What's the probability of getting 1000 heads in a row?

Yes, the author is incorrect. The probability that at least one run is all heads is $$ 1-(1-2^{-1000})^{10^6} $$ However, $2^{1000}$ is extremely large. Indeed, since $2^{10}=1024>1000=10^3$, we have $2^{1000}>10^{300}$, so by Bernoulli's inequality $$ (1-2^{-1000})^{10^6}\geq 1-\frac{10^6}{2^{1000}}>1-\frac{10^{6}}{10^{300}}$$ and so $$ 1-(1-2^{-1000})^{10^6}<\frac{10^6}{10^{300}}=10^{-294}$$

The chances that flipping 1000 coins gives all heads is given by $\frac{1}{2^{1000}}$ as you predicted. However, the odds that this will happen, given that you try it $1000000$ times is: $$1 - \left(1 - \frac{1}{2^{1000}}\right)^{1000000}$$ The certainty of which, I'm not too sure about. My calculator can't seem to handle it.

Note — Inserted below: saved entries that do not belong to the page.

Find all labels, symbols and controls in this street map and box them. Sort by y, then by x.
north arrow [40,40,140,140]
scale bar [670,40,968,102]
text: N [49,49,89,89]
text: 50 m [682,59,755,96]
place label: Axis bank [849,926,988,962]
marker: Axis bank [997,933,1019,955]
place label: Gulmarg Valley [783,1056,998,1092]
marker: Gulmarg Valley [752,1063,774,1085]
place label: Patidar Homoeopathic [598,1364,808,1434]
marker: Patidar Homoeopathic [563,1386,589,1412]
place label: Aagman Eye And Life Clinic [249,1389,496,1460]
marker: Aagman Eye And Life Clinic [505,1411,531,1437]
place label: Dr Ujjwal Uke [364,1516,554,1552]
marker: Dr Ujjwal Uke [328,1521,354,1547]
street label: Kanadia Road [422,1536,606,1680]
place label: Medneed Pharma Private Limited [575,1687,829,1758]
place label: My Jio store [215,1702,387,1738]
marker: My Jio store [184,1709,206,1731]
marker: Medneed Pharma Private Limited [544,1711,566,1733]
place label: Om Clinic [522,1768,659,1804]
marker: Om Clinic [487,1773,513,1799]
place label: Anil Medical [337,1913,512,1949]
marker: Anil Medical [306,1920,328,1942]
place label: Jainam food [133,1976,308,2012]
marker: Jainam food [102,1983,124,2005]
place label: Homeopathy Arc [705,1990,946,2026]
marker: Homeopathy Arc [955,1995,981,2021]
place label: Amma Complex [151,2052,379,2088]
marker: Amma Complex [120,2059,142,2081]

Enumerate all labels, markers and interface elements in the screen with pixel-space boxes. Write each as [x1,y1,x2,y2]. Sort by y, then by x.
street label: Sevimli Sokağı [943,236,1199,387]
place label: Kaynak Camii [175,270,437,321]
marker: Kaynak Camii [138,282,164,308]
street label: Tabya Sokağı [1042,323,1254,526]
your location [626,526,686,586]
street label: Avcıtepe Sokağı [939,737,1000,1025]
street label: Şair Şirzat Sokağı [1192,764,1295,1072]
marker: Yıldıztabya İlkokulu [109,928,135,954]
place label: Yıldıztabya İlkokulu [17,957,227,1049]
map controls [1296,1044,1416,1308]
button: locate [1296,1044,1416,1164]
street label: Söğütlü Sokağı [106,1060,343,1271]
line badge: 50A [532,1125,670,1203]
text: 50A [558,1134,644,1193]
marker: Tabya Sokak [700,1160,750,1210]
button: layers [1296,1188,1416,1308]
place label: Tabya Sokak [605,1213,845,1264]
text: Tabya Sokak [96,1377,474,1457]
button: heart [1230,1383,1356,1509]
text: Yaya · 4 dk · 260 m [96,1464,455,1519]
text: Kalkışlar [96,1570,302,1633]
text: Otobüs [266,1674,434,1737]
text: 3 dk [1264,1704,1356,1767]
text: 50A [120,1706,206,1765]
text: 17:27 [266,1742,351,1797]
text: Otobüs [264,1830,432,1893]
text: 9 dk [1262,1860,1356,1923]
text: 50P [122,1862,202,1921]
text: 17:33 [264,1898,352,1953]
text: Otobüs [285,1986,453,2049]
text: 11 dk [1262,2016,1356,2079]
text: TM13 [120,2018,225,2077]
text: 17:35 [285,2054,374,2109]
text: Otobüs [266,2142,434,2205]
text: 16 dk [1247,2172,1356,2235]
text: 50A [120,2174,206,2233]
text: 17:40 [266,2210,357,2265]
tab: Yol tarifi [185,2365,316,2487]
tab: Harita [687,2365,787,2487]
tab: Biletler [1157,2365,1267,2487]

EDIT: Seems like the probability is still negligible. Author is wrong on this account. However, the point being made is that adding on extra trials causes an exponential growth of probability, making impossible things happen if you're willing to run enough trials.

For another perspective on why OP's heuristic estimate is so spot-on:

The number of successes on $n = 10^6$ trials where the probability of a success is $p = \frac{1}{2^{1000}}$ is well-approximated by a Poisson distribution with parameter $$\lambda = np = \frac{10^6}{2^{1000}}.$$

In a Poisson distribution the probability that there is at least 1 occurrence is $1 - e^{-\lambda}$. But $$1 - e^{-\lambda} \approx \lambda$$ for $\lambda \approx 0$, hence the probability is approximately $\lambda = \frac{10^6}{2^{1000}}$.